Problem description ▸ Without copying any pictures, restate exactly the lines from the start of the records through the line containing "context.lineJoin = 'round';".

Collected data entries:

********

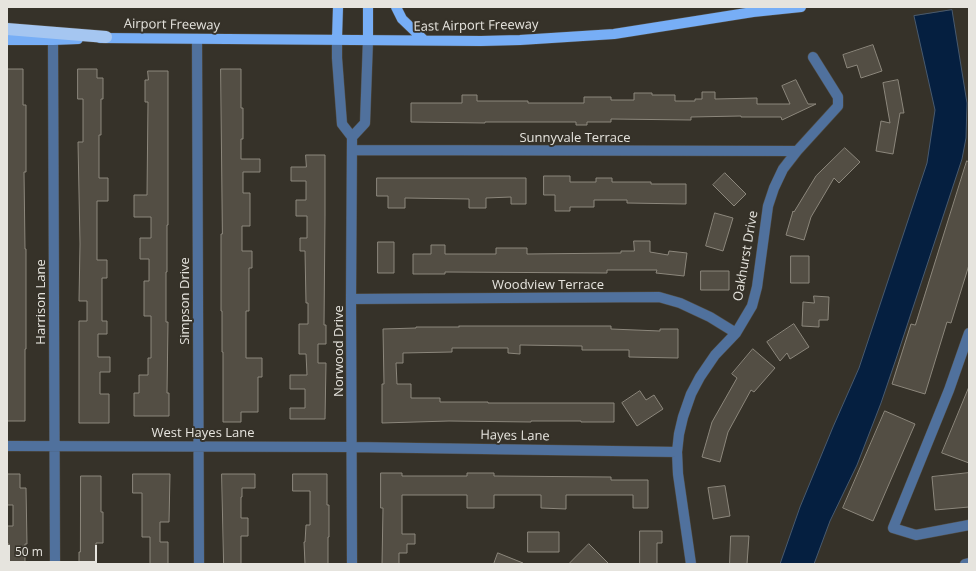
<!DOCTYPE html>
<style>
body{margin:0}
#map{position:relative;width:976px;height:571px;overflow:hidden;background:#363229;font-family:"Open Sans",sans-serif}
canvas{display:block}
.frame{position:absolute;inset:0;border:8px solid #e6e4de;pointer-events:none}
.scale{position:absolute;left:8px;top:545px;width:89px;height:18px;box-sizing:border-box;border:2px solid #e6e4de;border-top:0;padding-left:5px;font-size:12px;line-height:14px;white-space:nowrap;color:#e6e4de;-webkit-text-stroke:3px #363229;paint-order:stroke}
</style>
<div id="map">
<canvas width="976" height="571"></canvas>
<div class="frame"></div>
<div class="scale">50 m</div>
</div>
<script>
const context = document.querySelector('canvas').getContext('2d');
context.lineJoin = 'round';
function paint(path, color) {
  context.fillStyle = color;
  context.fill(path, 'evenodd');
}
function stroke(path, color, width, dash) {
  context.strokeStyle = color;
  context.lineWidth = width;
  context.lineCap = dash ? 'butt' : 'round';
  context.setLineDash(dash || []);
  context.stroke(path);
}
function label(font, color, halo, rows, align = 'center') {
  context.font = font + ' "Open Sans",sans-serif';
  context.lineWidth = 4;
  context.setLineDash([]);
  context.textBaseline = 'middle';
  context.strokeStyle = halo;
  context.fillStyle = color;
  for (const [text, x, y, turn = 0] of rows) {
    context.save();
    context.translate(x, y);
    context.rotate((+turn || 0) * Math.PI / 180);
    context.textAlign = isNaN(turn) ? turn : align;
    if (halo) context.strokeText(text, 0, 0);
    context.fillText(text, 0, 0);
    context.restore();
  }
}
const water = new Path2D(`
 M952,10L967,103L966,138L962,159L896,359L881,403L857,465L830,521L814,564H780L800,507L833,427L859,368L927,163L935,110L914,16Z`);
const building = new Path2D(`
 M873,45L882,71L861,78L857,65L847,68L843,55Z
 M7,69H23V105H26V172H24L25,249H26V349H25V421H7Z
 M78,69H97V78H103V99H101V135H99V178H108V201H97V260H107V278H102V321H107V334H98V357H110V372H100V394H109V423H79V321H87V301H79L80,244L78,142H83V99H78Z
 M221,69H241V108H243V139H241V159H260V172H243V193H250V226H242V251H252V268H249V311H246V358H262V377H258V412H241V422H223V352H222V311H221V234H222Z
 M148,71H168V225H167V272H166V322H168L167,393H169V416H134V393H139V375H148V358H151V316H144V281H149V259H140V238H151V217H134V195H147L148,102H145V80H148Z
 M796,80L808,104H816L782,120L781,117H741V116L691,117V120L611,119V122H587V125H576V122H485V123L411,122V103H462V95H477V101H528V103H584V97H611V100H634V93H652V95H675V101H695V99H702V92H715V99L757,98V104H790L782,86Z
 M898,80L904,113H900L893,154L876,151L881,121L890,123L883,83Z
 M845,148L860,162L839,183L834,178L811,217L804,240L786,235L793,211L794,212L816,176Z
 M306,155H325V216L324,325H326V344H318V363H326L325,419H290V408H305V389H290V375H307L306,354H299V324H308V303H306L305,251H300V238H307V216H296V200H306V181H291V167H306Z
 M967,161L969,162V265L951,323L947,322L925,394L892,384L911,324L915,325Z
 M725,173L746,194L734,206L713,185Z
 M544,176H570V182H596V178H612V182H651V184H686V204L627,203V200H594V207H570V211H555V195H544Z
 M377,178H526V204H511V197L486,198V208H469V199L405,198V208H388V196H377Z
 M715,213L733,218L723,251L706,246Z
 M634,241H650V252L668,255L669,251L687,253L684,276L656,273L657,270H607V273L445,272V274H413V254H431V245H445V254H496V248H527V254L621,253V251H634Z
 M378,242H394V273H378Z
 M791,256H809V283H791Z
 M701,271H729V290H701Z
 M814,296L829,297L828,320H819V327L802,326L803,302L814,303Z
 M794,324L809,347L790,359L787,353L780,361L767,342Z
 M459,326H611V329L660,331V329H678V358L629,357V350H582V346L520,345V354L508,353V348H452V352L403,353V363H396L397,384H411V398H440V402H488V403H614V422H581V421H531V422L449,421L382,423V384H384L383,329L416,328V327H459Z
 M753,349L775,368L754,392L751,390L728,432L720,462L702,457L712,422L737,378L732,374Z
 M969,387V463L942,453Z
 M640,391L646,400L654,395L663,409L637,426L622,403Z
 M885,411L915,424L873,521L843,508Z
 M381,473H402V476H467V473H494V476L611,477V480H648V508H633V495H566V509L541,508V495H494V508H467V495H402V534H415V544H407V553H399V564H382L383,508H381Z
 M969,473V507L935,510L932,477Z
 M7,474H20V488H26L27,544H25V564H9V544H7V526H13V505H7Z
 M133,474H170L169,522H160V542H168V564H150V537H142V493H133Z
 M222,474H255V488H242V497H241V518H248V536H241V564H224Z
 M293,474H327V505H329V537H328V564H305L304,542H305L306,525H310V491H293Z
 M81,476H101V512H103V543H96V564H79V552H80Z
 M725,486L730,516L713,519L708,488Z
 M640,531H662V543H657V564H640Z
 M528,532H559V552H528Z
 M731,536H749L747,564H730Z
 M589,544L609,564H569Z
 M498,553L523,563V564H494Z`);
const minor = new Path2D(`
 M197,39L199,564
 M337,39V58L342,124L352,137L351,299L352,564
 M53,40L55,564
 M352,137L365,123L368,40
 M352,150L797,151
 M351,299L659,297L680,303L710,317L736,333
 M969,333L949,390L893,528L916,535L969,525
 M8,446L352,447L677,452
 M691,564L678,474L677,452L679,434L683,417L691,394L700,377L715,355L736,333L752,306L757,287L768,206L774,188L783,169L797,151L838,106V97L813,57
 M965,564L969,563`);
const major = new Path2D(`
 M396,7L402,19L424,40
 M100,38L481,41L520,40L614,34L753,12L801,7
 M337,39L338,7
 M7,40H53L78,39
 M368,40V7`);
const highway = new Path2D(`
 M7,29L106,37`);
const streetNames = [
 ["Airport Freeway",172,25,1],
 ["East Airport Freeway",476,26,-1],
 ["Sunnyvale Terrace",575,138],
 ["Oakhurst Drive",746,256,-80],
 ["Woodview Terrace",548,285],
 ["Simpson Drive",185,301,-90],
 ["Harrison Lane",41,302,-90],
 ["Norwood Drive",339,351,-90],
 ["West Hayes Lane",203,433],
 ["Hayes Lane",515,436,1]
];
paint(water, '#051f40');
stroke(water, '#485a6f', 1);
paint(building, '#534e44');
stroke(building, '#8c877c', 1);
stroke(minor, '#524e46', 11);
stroke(major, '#524e46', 11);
stroke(highway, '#524e46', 13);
stroke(minor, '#50719d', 10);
stroke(major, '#77aef6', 10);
stroke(highway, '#a5c6f1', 12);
label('13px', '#e6e4de', '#363229', streetNames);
</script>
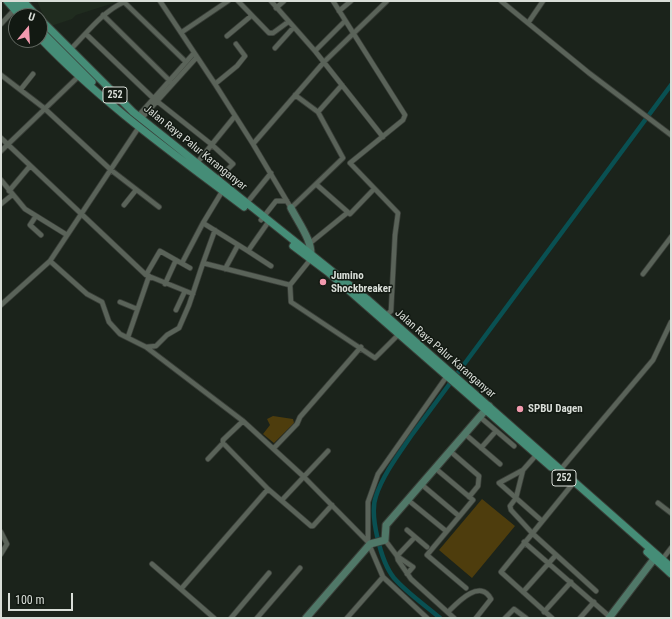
<!DOCTYPE html>
<html>
<head>
<meta charset="utf-8">
<style>
	body { margin:0 }
	#map { position:relative; width:672px; height:619px; overflow:hidden; background:#1b231b; font-family:"Roboto Condensed",sans-serif }
	canvas { display:block }
	.frame { position:absolute; inset:0; border:2px solid #d9ded8; pointer-events:none }
	.north { position:absolute; left:8px; top:8px; width:40px; height:40px; box-sizing:border-box; background:#121912; border:1px solid #626861; border-radius:50%; rotate:18deg; font-size:11px; font-weight:700; line-height:16px; text-align:center; color:#d9ded8 }
	.north::after { content:''; display:block; margin:auto; width:14px; height:18px; background:#f29aae; clip-path:polygon(50% 0,100% 100%,50% 72%,0 100%) }
	.scale { position:absolute; left:8px; top:593px; width:65px; height:18px; box-sizing:border-box; border:2px solid #d9ded8; border-top:0; padding-left:5px; font-size:12px; line-height:14px; white-space:nowrap; color:#d9ded8; -webkit-text-stroke:3px #121912; paint-order:stroke }
</style>
</head>
<body>
<div id="map">
<canvas width="672" height="619"></canvas>
<div class="frame"></div>
<div class="north">U</div>
<div class="scale">100 m</div>
</div>
<script>
const ctx = document.querySelector('canvas').getContext('2d');
ctx.lineJoin = 'round';
function fillPath(path, color) { ctx.fillStyle = color; ctx.fill(path, 'evenodd'); }
function stroke(path, color, width, dash) { ctx.strokeStyle = color; ctx.lineWidth = width; ctx.lineCap = dash ? 'butt' : 'round'; ctx.setLineDash(dash || []); ctx.stroke(path); }
function drawText(font, color, halo, rows, align = 'center') {
  ctx.font = font + ' "Roboto Condensed",sans-serif'; ctx.lineWidth = 3; ctx.setLineDash([]); ctx.textBaseline = 'middle'; ctx.strokeStyle = halo; ctx.fillStyle = color; for (const [text, x, y, turn = 0] of rows) {
    ctx.save(); ctx.translate(x, y); ctx.rotate((+turn || 0) * Math.PI / 180); ctx.textAlign = isNaN(turn) ? turn : align; if (halo) ctx.strokeText(text, 0, 0); ctx.fillText(text, 0, 0); ctx.restore();
  }
}
fillPath(new Path2D(`
	M 37,1 L 120,1 L 76,15 L 72,19 L 51,26 L 45,19 Z`), '#202c1f');
fillPath(new Path2D(`
	M 273,416 L 293,419 L 294,423 L 274,443 L 263,434 L 270,425 L 267,419 Z
	M 482,499 L 515,526 L 472,578 L 439,550 Z`), '#4e3d0d');
stroke(new Path2D(`
	M 440,618 C 425,605 407,593 394,578 C 381,562 369,515 376,496 C 383,475 398,455 411,436 L 671,85`), '#095052', 4.5);
const street = new Path2D(`
	M 160,1 L 215,84 L 253,144
	M 238,1 L 269,33 L 273,33 L 288,22
	M 271,1 L 315,51 L 383,137
	M 333,1 L 405,115 L 403,120 L 350,163 L 398,213 L 395,235 L 391,311 L 384,317
	M 501,1 L 589,73 L 671,135
	M 276,8 L 284,1
	M 339,11 L 351,1
	M 103,15 L 172,83
	M 528,23 L 543,1
	M 1,24 L 14,10
	M 182,32 L 228,1
	M 86,34 L 153,98 L 211,144 L 233,164 L 216,181
	M 227,36 L 251,16
	M 275,48 L 293,28
	M 70,50 C 87,33 102,12 124,2 L 186,62
	M 315,51 L 345,21
	M 1,75 L 44,108 L 111,170 L 159,207
	M 215,84 L 237,66 L 245,56 L 236,44
	M 21,89 L 33,74
	M 295,95 L 318,112 L 343,158 L 291,208 L 253,144 L 324,62 L 387,1
	M 318,112 L 342,85
	M 138,116 L 194,53
	M 141,119 L 197,57
	M 1,138 L 146,275 L 193,294
	M 1,151 L 79,76
	M 196,164 L 235,116
	M 1,180 L 25,209 L 67,235
	M 317,185 L 350,214 L 374,189
	M 9,191 L 30,166
	M 1,204 L 12,195
	M 246,204 L 271,173
	M 124,205 L 136,190
	M 36,216 L 30,225 L 41,235
	M 261,220 L 276,201 L 287,201
	M 203,223 L 248,251 L 269,221
	M 309,244 L 347,213
	M 248,251 L 271,266
	M 310,260 L 290,285 L 291,302 L 375,358 L 400,333
	M 50,261 L 87,294 L 102,302 L 109,322 L 120,334 L 146,347 L 243,421
	M 182,263 L 203,223 L 223,190
	M 203,263 L 215,230
	M 225,269 L 238,245
	M 643,274 L 671,237
	M 146,275 L 160,251 L 190,268
	M 165,284 L 176,260
	M 120,302 L 137,309
	M 1,305 L 50,261 L 139,127
	M 176,310 L 185,291
	M 128,337 L 149,276
	M 146,347 L 156,346 L 167,335 L 179,328 L 189,305 L 203,263 L 290,285
	M 480,417 L 514,446
	M 465,434 L 500,464
	M 274,448 L 297,424 L 300,417 L 361,347
	M 481,448 L 496,431
	M 450,451 L 479,476 L 478,486 L 469,497
	M 538,453 L 523,470 L 499,483 L 542,521
	M 208,459 L 223,443
	M 435,468 L 473,500 L 427,555 L 466,588
	M 561,469 L 653,360 L 671,322
	M 523,470 L 516,498 L 510,506 L 511,510 L 532,533 L 596,591
	M 421,484 L 459,516
	M 282,500 L 328,451
	M 408,500 L 446,531
	M 658,503 L 671,513
	M 332,505 L 313,526 L 311,526 L 268,489 L 223,443 L 223,440 L 243,421 L 303,476 L 368,542 L 383,577 L 427,618
	M 407,530 L 427,547
	M 1,532 L 7,544 L 1,554
	M 385,540 L 397,556 L 398,560 L 411,579 L 454,618
	M 368,542 L 368,502 L 378,474 L 447,376
	M 524,542 L 610,617
	M 661,561 L 671,548
	M 152,564 L 214,618
	M 407,574 L 413,567 L 397,556 L 415,537
	M 181,589 L 268,489
	M 523,592 L 556,555
	M 448,612 C 457,603 480,578 491,599 L 476,618
	M 544,612 L 571,582
	M 231,618 L 269,573
	M 257,618 L 300,568
	M 347,618 L 383,577
	M 505,618 L 514,609 L 526,618
	M 552,618 L 501,572 L 575,481
	M 580,618 L 594,602`);
const secondary = new Path2D(`
	M 291,208 C 298,222 315,244 310,259
	M 306,618 L 370,544 L 385,540 L 386,525 L 489,406
	M 609,618 L 657,555`);
const primary = new Path2D(`
	M 7,1 L 20,16
	M 14,1 L 27,16
	M 23,1 L 37,16
	M 40,19 L 133,112 L 367,299 L 671,567
	M 40,30 L 92,82
	M 40,38 C 101,102 174,154 244,207
	M 293,246 L 329,273 L 551,467
	M 647,552 L 671,574`);
stroke(street, '#393e38', 6);
stroke(secondary, '#393e38', 9);
stroke(primary, '#393e38', 9);
stroke(street, '#5a6359', 4.5);
stroke(secondary, '#507868', 7);
stroke(primary, '#458d77', 7);
for (const [x, y, r, color] of [
	[323,282,4,"#f29aae"],
	[520,409,4,"#f29aae"]
]) { const dot = new Path2D(); dot.arc(x, y, r, 0, 2 * Math.PI); ctx.fillStyle = color; ctx.fill(dot); stroke(dot, '#121912', 1.5); }
for (const [x, y, w] of [
	[115,95,24],
	[564,478,24]
]) { const box = new Path2D(); box.roundRect(x - w / 2, y - 8, w, 16, 3); ctx.fillStyle = '#121912'; ctx.fill(box); stroke(box, '#d9ded8', 1); }
drawText('bold 10px', '#d9ded8', null, [
	["252",115,95],
	["252",564,478]
]);
drawText('11px', '#d9ded8', '#121912', [
	["Jalan Raya Palur Karanganyar",195,148,39],
	["Jalan Raya Palur Karanganyar",445,354,41]
]);
drawText('bold 11px', '#d9ded8', '#121912', [
	["Jumino",331,276],
	["Shockbreaker",331,289],
	["SPBU Dagen",528,409]
], 'left');
</script>
</body>
</html>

********

Finished exercise ▸
<!DOCTYPE html>
<style>
body{margin:0}
#map{position:relative;width:976px;height:571px;overflow:hidden;background:#363229;font-family:"Open Sans",sans-serif}
canvas{display:block}
.frame{position:absolute;inset:0;border:8px solid #e6e4de;pointer-events:none}
.scale{position:absolute;left:8px;top:545px;width:89px;height:18px;box-sizing:border-box;border:2px solid #e6e4de;border-top:0;padding-left:5px;font-size:12px;line-height:14px;white-space:nowrap;color:#e6e4de;-webkit-text-stroke:3px #363229;paint-order:stroke}
</style>
<div id="map">
<canvas width="976" height="571"></canvas>
<div class="frame"></div>
<div class="scale">50 m</div>
</div>
<script>
const context = document.querySelector('canvas').getContext('2d');
context.lineJoin = 'round';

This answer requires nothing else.